Alastair Cook feared his England career could be coming to an end before the masterful unbeaten double century that left Australia conceding that their hopes of inflicting another whitewash Ashes series are likely over.
The former captain’s unbeaten 244 on day three sent records tumbling as he drove Joe Root’s side to 491 for nine at the close on day three and a lead of 164 runs, surpassing two West Indies greats when outdoing the 208 made by Viv Richards in 1984 – the highest score by a tourist at the MCG – and moving ahead of Brian Lara’s career runs to reach No6 on the all-time list.
Darren Lehmann, Australia’s head coach, accepted thoughts of a 5-0 win are far from his mind – “the main goal was to win the Ashes” – and it was a case of now saving the fourth Test. Cook, who had spent more than 10-and-a-half hours at the crease and has been on the field for every minute of the three days, was simply relieved a trickle of 83 runs from six innings has ended.
“All tour I’ve been struggling with rhythm, I’ve actually been embarrassed about my performances,” said Cook, who resumed on 104 and went on to become the first England batsman to hit 150-plus 11 times in a career. “It was a kind of feeling like last-chance saloon. When you’re in those positions and you dig yourself out, it makes you proud.”
Asked if he thought he might lose his Test spot, Cook replied: “You don’t know, do you? I would have been entitled to be dropped just because I hadn’t scored a run since Edgbaston [243 against West Indies]. I always feel as though I have the backing of the selectors.
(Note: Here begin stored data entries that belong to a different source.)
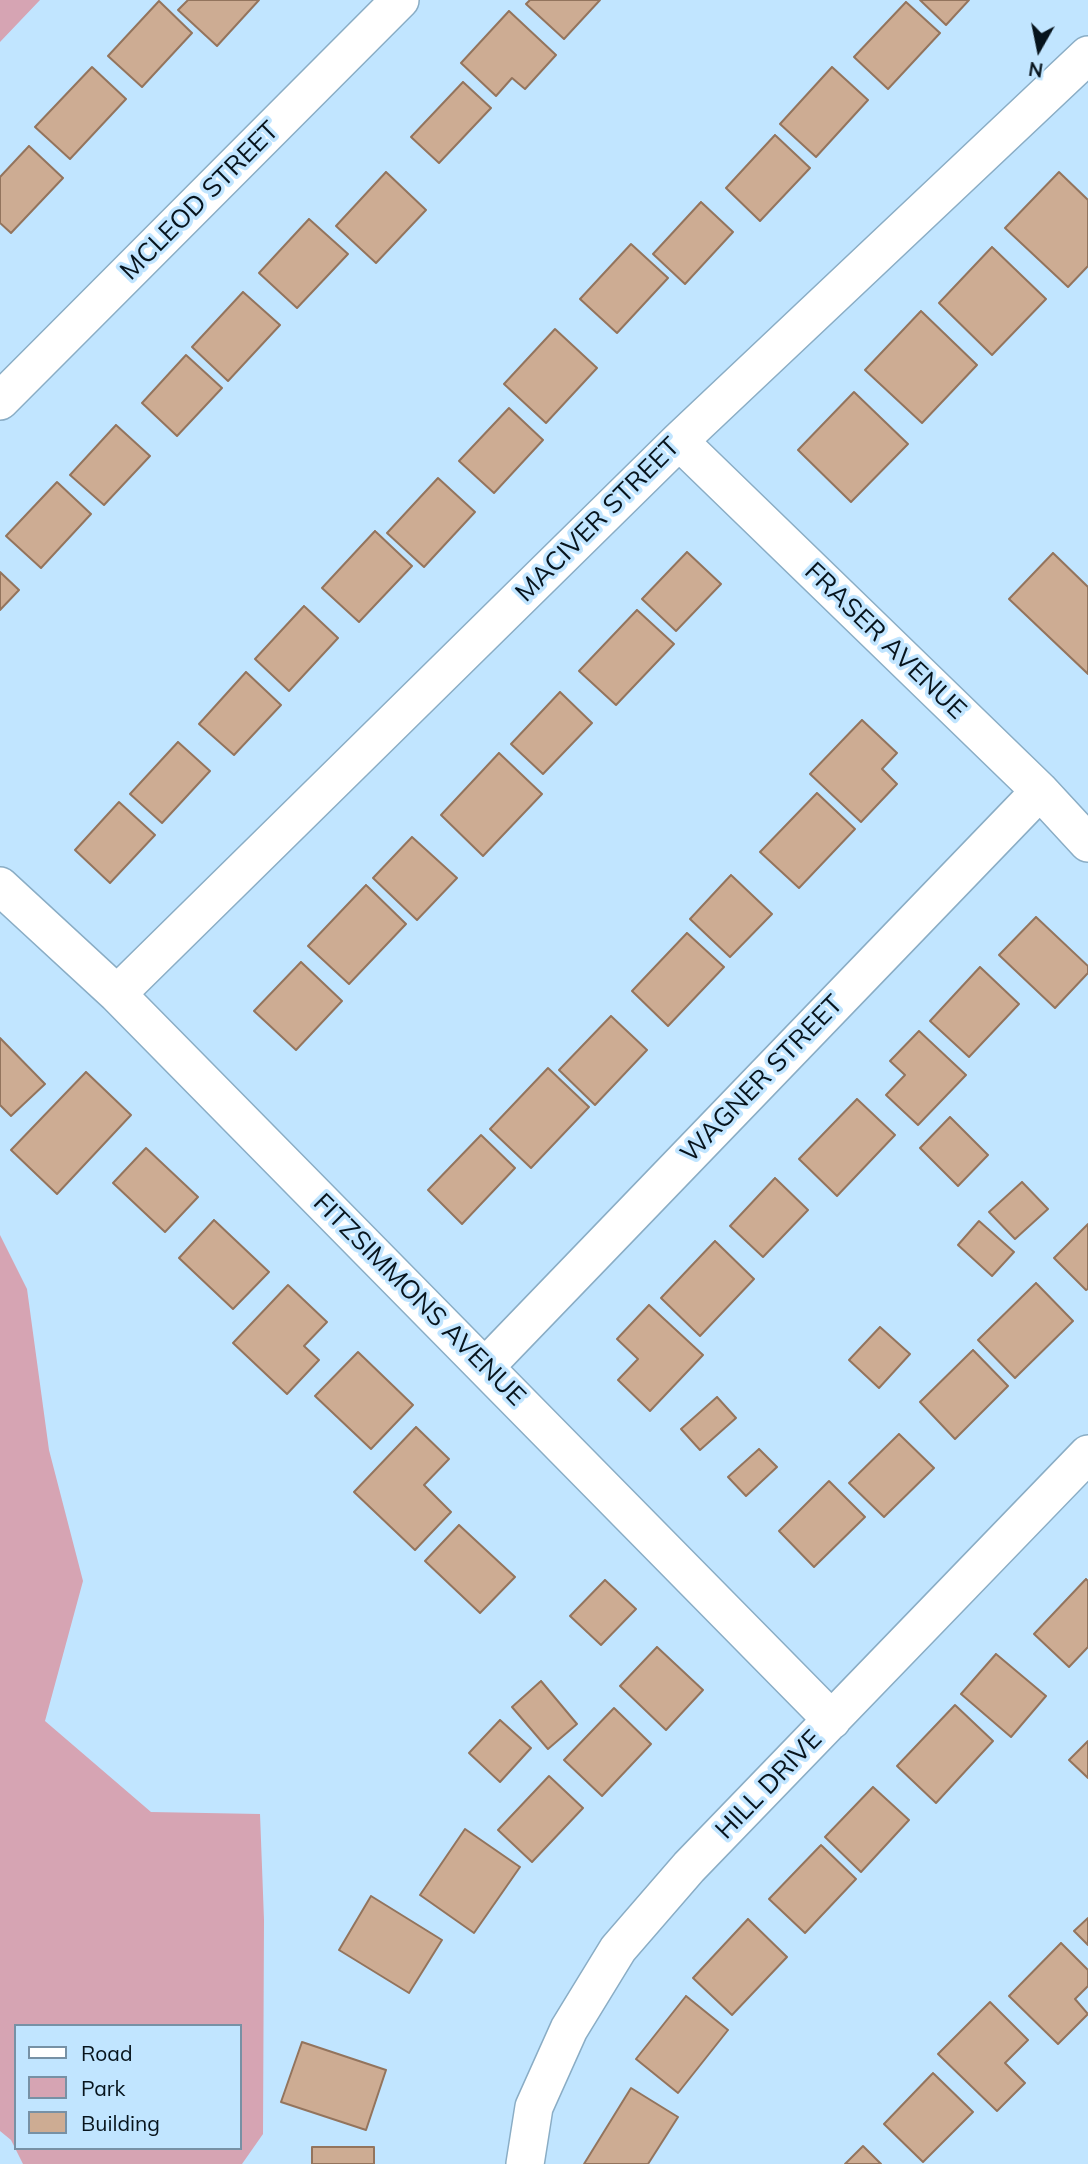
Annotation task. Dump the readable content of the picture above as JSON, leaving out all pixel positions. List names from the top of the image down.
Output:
{
  "streets": {
    "street": [
      "MCLEOD STREET",
      "MACIVER STREET",
      "FRASER AVENUE",
      "WAGNER STREET",
      "FITZSIMMONS AVENUE",
      "HILL DRIVE"
    ]
  },
  "crossings": [
    ["MACIVER STREET", "FRASER AVENUE"],
    ["MACIVER STREET", "FITZSIMMONS AVENUE"],
    ["FRASER AVENUE", "WAGNER STREET"],
    ["WAGNER STREET", "FITZSIMMONS AVENUE"],
    ["FITZSIMMONS AVENUE", "HILL DRIVE"]
  ],
  "legend": ["Road", "Park", "Building"],
  "north": "bottom"
}
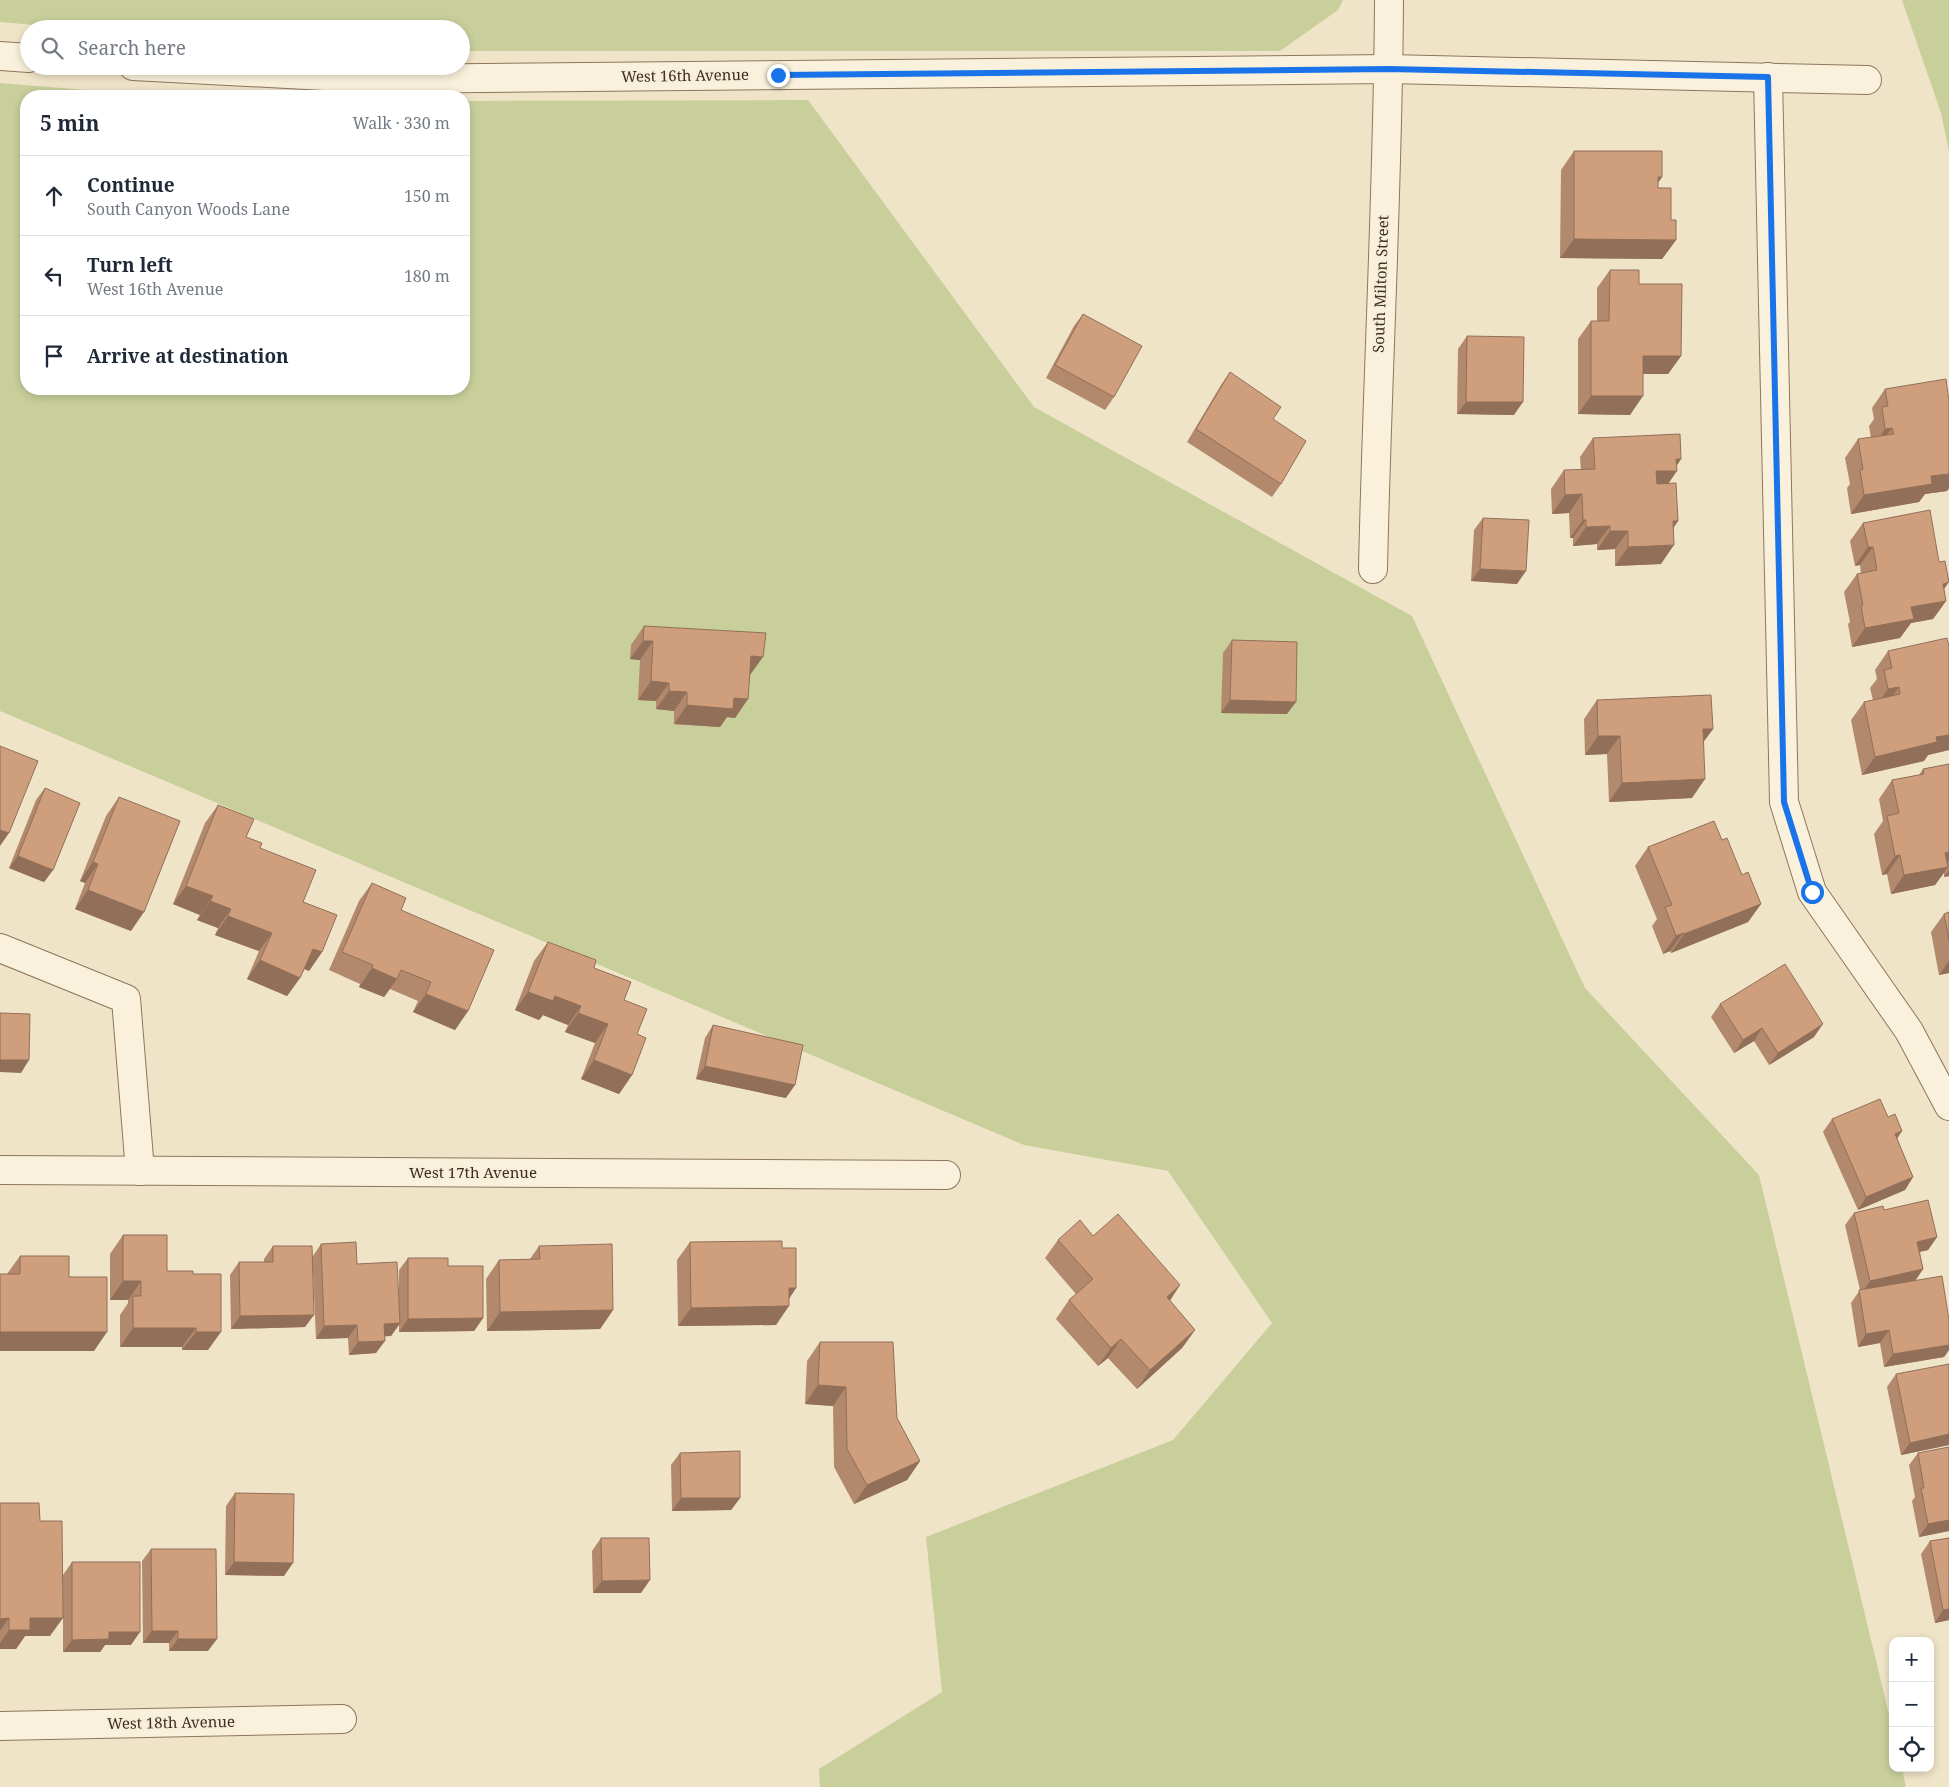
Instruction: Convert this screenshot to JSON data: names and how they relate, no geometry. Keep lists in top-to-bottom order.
{
  "streets": {
    "street": [
      "West 16th Avenue",
      "South Milton Street",
      "West 17th Avenue",
      "West 18th Avenue"
    ]
  },
  "crossings": [
    ["West 16th Avenue", "South Milton Street"]
  ],
  "page": {
    "search": "Search here",
    "heading": ["5 min", "Walk · 330 m"],
    "list": [
      ["Continue", "South Canyon Woods Lane", "150 m"],
      ["Turn left", "West 16th Avenue", "180 m"],
      "Arrive at destination"
    ],
    "map_buttons": ["+", "−"]
  }
}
But you’ve still got to deliver the goods and I hadn’t done that on this tour. It was very frustrating.
“I’ve doubted myself for 12 years. I’ll probably continue to doubt myself. The longer it goes, the harder it becomes. That’s why I’m quite proud, going to the well again and delivering a performance. It’s just a shame it’s four weeks too late [to help retain the Ashes]. I’ll have to live with that for a long time.”
On passing Lara’s tally of 11,953 runs in the process, Cook said jokingly: “I can’t really explain that. I probably feel a bit sorry for him. But it’s obviously a special moment to see your name up there.”
Cook enjoyed a 100-run stand for the ninth wicket with Stuart Broad, who made 56, and though he had dug deep on the second day, running Australia’s attack ragged late in the final session as much of the 61,839 crowd dispersed was one he was able to savour as the England supporters more than compensated in terms of noise. “I quite enjoyed listening to the Barmy Army singing their songs,” he said.
“A few times in your career you get into that bit of rhythm where time just flies. This tour, batting for half an hour has felt like two hours. But for some reason the last 10 hours have gone quickly. The England fans have been incredible the whole tour and pretty much every tour I have been on. We are so lucky with the support through thick and thin. They know the efforts we put in. They are proud of us and we are very thankful to them.”